[Data in this exercise — start]

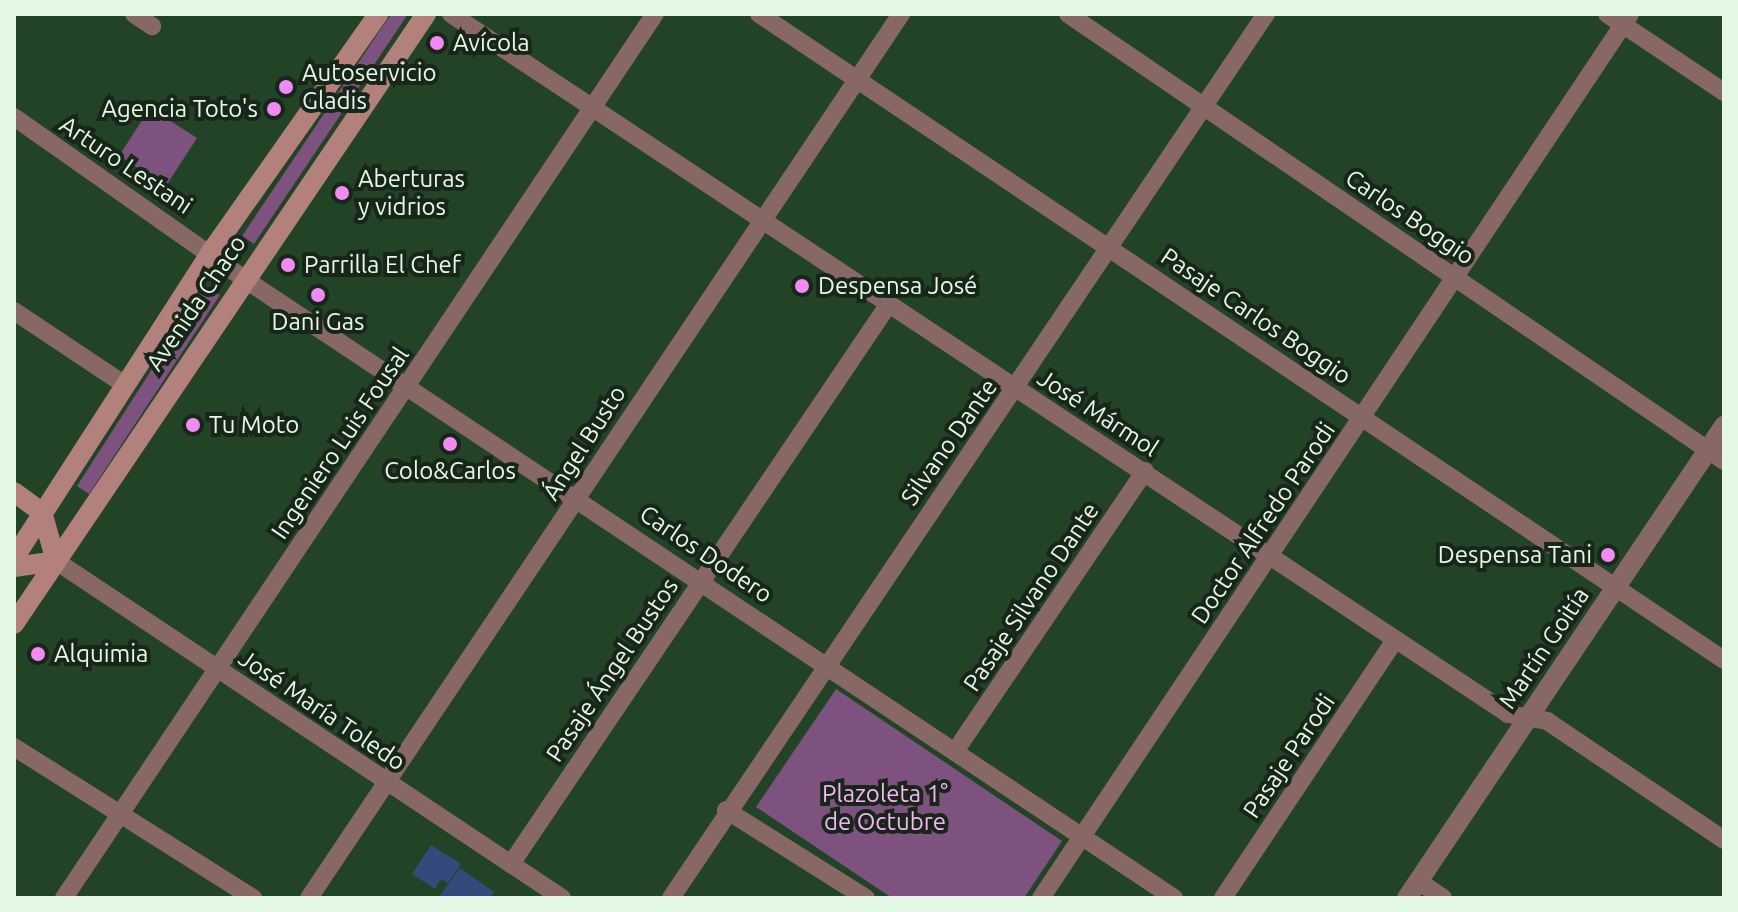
<!DOCTYPE html>
<html>
<head>
<meta charset="utf-8">
<style>
	body { margin:0 }
	#map { position:relative; width:1738px; height:912px; overflow:hidden; background:#224326; font-family:Ubuntu,sans-serif }
	div>[style] { position:absolute }
	.green>* { inset:0; background:#7e527e }
	.building>* { inset:0; background:#35497d }
	.minor>* { height:18px; margin:-9px; padding:0 9px; transform-origin:9px; border-radius:9px; background:#876864 }
	.tertiary>* { height:20px; margin:-10px; padding:0 10px; transform-origin:10px; border-radius:10px; background:#876864 }
	.secondary>* { height:20px; margin:-10px; padding:0 10px; transform-origin:10px; border-radius:10px; background:#b2817b }
	.dots>* { width:22px; height:22px; translate:-50% -50%; box-sizing:border-box; border:4px solid #172619; border-radius:50% }
	span { translate:-50% -50%; white-space:nowrap; text-align:center; line-height:1.15; -webkit-text-stroke:8px #172619; paint-order:stroke }
	.poi-label { font-size:24px; color:#e5f8e6 }
	.left { translate:0 -50%; text-align:left }
	.right { translate:-100% -50%; text-align:right }
	.street-label { font-size:24px; color:#e5f8e6 }
	.park-label { font-size:24px; color:#f8b2f8 }
	.frame { position:absolute; inset:0; border:16px solid #e5f8e6; pointer-events:none }
</style>
</head>
<body>
<div id="map">
	<div class="green">
		<i style="clip-path:polygon(391px 14px,408px 14px,254px 244px,242px 236px)"></i>
		<i style="clip-path:polygon(150px 108px,197px 138px,166px 186px,119px 156px)"></i>
		<i style="clip-path:polygon(206px 285px,220px 295px,89px 494px,77px 486px)"></i>
		<i style="clip-path:polygon(836px 689px,1062px 841px,1024px 898px,892px 898px,756px 807px)"></i>
	</div>
	<div class="building">
		<i style="clip-path:polygon(431px 845px,461px 864px,448px 883px,441px 879px,435px 889px,412px 874px)"></i>
		<i style="clip-path:polygon(460px 868px,494px 892px,490px 898px,439px 897px)"></i>
	</div>
	<div class="minor">
		<i style="left:134px;top:14px;width:22px;rotate:34deg"></i>
		<i style="left:451px;top:14px;width:1268px;rotate:33.51deg"></i>
		<i style="left:1508px;top:714px;width:40px;rotate:10deg"></i>
		<i style="left:1547px;top:721px;width:213px;rotate:33.9deg"></i>
		<i style="left:759px;top:14px;width:1161px;rotate:33.8deg"></i>
		<i style="left:1068px;top:14px;width:794px;rotate:34.27deg"></i>
		<i style="left:1607px;top:14px;width:141px;rotate:33.7deg"></i>
		<i style="left:14px;top:117px;width:280px;rotate:35.1deg"></i>
		<i style="left:243px;top:278px;width:1119px;rotate:33.66deg"></i>
		<i style="left:14px;top:311px;width:133px;rotate:33.7deg"></i>
		<i style="left:56px;top:561px;width:608px;rotate:33.66deg"></i>
		<i style="left:14px;top:747px;width:283px;rotate:32.3deg"></i>
		<i style="left:956px;top:750px;width:337px;rotate:-55.9deg"></i>
		<i style="left:726px;top:810px;width:165px;rotate:32.2deg"></i>
		<i style="left:511px;top:864px;width:674px;rotate:-56deg"></i>
		<i style="left:1418px;top:881px;width:30px;rotate:34deg"></i>
		<i style="left:64px;top:898px;width:1063px;rotate:-56.24deg"></i>
		<i style="left:309px;top:898px;width:1064px;rotate:-56.19deg"></i>
		<i style="left:671px;top:898px;width:1066px;rotate:-56.06deg"></i>
		<i style="left:1041px;top:898px;width:1062px;rotate:-56.32deg"></i>
		<i style="left:1223px;top:898px;width:310px;rotate:-56.3deg"></i>
	</div>
	<div class="tertiary">
		<i style="left:1407px;top:898px;width:569px;rotate:-56.11deg"></i>
	</div>
	<div class="secondary">
		<i style="left:14px;top:492px;width:34px;rotate:36deg"></i>
		<i style="left:42px;top:512px;width:51px;rotate:74.1deg"></i>
		<i style="left:14px;top:558px;width:364px;rotate:-57.2deg"></i>
		<i style="left:211px;top:252px;width:291px;rotate:-54.9deg"></i>
		<i style="left:14px;top:567px;width:42px;rotate:-8.1deg"></i>
		<i style="left:14px;top:624px;width:736px;rotate:-55.96deg"></i>
	</div>
	<div class="dots">
		<i style="left:437px;top:43px;background:#f28af3"></i>
		<i style="left:286px;top:87px;background:#f28af3"></i>
		<i style="left:274px;top:109px;background:#f28af3"></i>
		<i style="left:342px;top:193px;background:#f28af3"></i>
		<i style="left:288px;top:265px;background:#f28af3"></i>
		<i style="left:802px;top:286px;background:#f28af3"></i>
		<i style="left:318px;top:295px;background:#f28af3"></i>
		<i style="left:193px;top:425px;background:#f28af3"></i>
		<i style="left:450px;top:444px;background:#f28af3"></i>
		<i style="left:1608px;top:555px;background:#f28af3"></i>
		<i style="left:38px;top:654px;background:#f28af3"></i>
	</div>
	<div class="poi-label">
		<span class="left" style="left:453px;top:43px">Avícola</span>
		<span class="left" style="left:302px;top:87px">Autoservicio<br>Gladis</span>
		<span class="right" style="left:258px;top:109px">Agencia Toto's</span>
		<span class="left" style="left:358px;top:193px">Aberturas<br>y vidrios</span>
		<span class="left" style="left:304px;top:265px">Parrilla El Chef</span>
		<span class="left" style="left:818px;top:286px">Despensa José</span>
		<span style="left:318px;top:322px">Dani Gas</span>
		<span class="left" style="left:209px;top:425px">Tu Moto</span>
		<span style="left:450px;top:471px">Colo&amp;Carlos</span>
		<span class="right" style="left:1592px;top:555px">Despensa Tani</span>
		<span class="left" style="left:54px;top:654px">Alquimia</span>
	</div>
	<div class="street-label">
		<span style="left:126px;top:165px;rotate:34deg">Arturo Lestani</span>
		<span style="left:1410px;top:217px;rotate:34deg">Carlos Boggio</span>
		<span style="left:196px;top:303px;rotate:-56deg">Avenida Chaco</span>
		<span style="left:1256px;top:316px;rotate:34deg">Pasaje Carlos Boggio</span>
		<span style="left:1098px;top:413px;rotate:33deg">José Mármol</span>
		<span style="left:949px;top:442px;rotate:-55deg">Silvano Dante</span>
		<span style="left:340px;top:443px;rotate:-56deg">Ingeniero Luis Fousal</span>
		<span style="left:584px;top:443px;rotate:-57deg">Ángel Busto</span>
		<span style="left:1263px;top:523px;rotate:-56deg">Doctor Alfredo Parodi</span>
		<span style="left:706px;top:554px;rotate:34deg">Carlos Dodero</span>
		<span style="left:1031px;top:597px;rotate:-56deg">Pasaje Silvano Dante</span>
		<span style="left:1544px;top:648px;rotate:-56deg">Martín Goitía</span>
		<span style="left:612px;top:670px;rotate:-56deg">Pasaje Ángel Bustos</span>
		<span style="left:322px;top:710px;rotate:34deg">José María Toledo</span>
		<span style="left:1289px;top:756px;rotate:-56deg">Pasaje Parodi</span>
	</div>
	<div class="park-label">
		<span style="left:885px;top:808px">Plazoleta 1°<br>de Octubre</span>
	</div>
	<div class="frame"></div>
</div>
</body>
</html>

[Data in this exercise — finish]

**Work to be completed**
Your answer should consist of copies of the lines above that include the string "radius".

**Problem solution**
	.minor>* { height:18px; margin:-9px; padding:0 9px; transform-origin:9px; border-radius:9px; background:#876864 }
	.tertiary>* { height:20px; margin:-10px; padding:0 10px; transform-origin:10px; border-radius:10px; background:#876864 }
	.secondary>* { height:20px; margin:-10px; padding:0 10px; transform-origin:10px; border-radius:10px; background:#b2817b }
	.dots>* { width:22px; height:22px; translate:-50% -50%; box-sizing:border-box; border:4px solid #172619; border-radius:50% }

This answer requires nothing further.